[Collected data entries]
________________________________________

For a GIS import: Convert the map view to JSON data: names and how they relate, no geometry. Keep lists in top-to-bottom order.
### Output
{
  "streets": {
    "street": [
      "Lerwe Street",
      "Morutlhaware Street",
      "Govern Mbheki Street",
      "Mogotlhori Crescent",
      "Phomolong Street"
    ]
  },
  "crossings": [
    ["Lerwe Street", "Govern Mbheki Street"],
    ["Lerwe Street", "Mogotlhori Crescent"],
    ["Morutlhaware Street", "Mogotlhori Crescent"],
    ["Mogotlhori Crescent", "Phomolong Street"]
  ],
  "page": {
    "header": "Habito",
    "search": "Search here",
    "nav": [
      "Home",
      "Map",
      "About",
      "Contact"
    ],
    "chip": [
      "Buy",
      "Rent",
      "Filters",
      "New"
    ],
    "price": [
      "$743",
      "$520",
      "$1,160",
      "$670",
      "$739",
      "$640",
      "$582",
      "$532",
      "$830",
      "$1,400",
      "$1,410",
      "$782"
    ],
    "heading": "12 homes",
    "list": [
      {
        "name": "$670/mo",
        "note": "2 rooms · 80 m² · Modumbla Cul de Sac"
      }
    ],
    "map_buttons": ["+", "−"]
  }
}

________________________________________

ACTIVITY: Which of the lines above include the word "Crescent"? List those lines.

ANSWER TO THIS EXERCISE:
      "Mogotlhori Crescent",
    ["Lerwe Street", "Mogotlhori Crescent"],
    ["Morutlhaware Street", "Mogotlhori Crescent"],
    ["Mogotlhori Crescent", "Phomolong Street"]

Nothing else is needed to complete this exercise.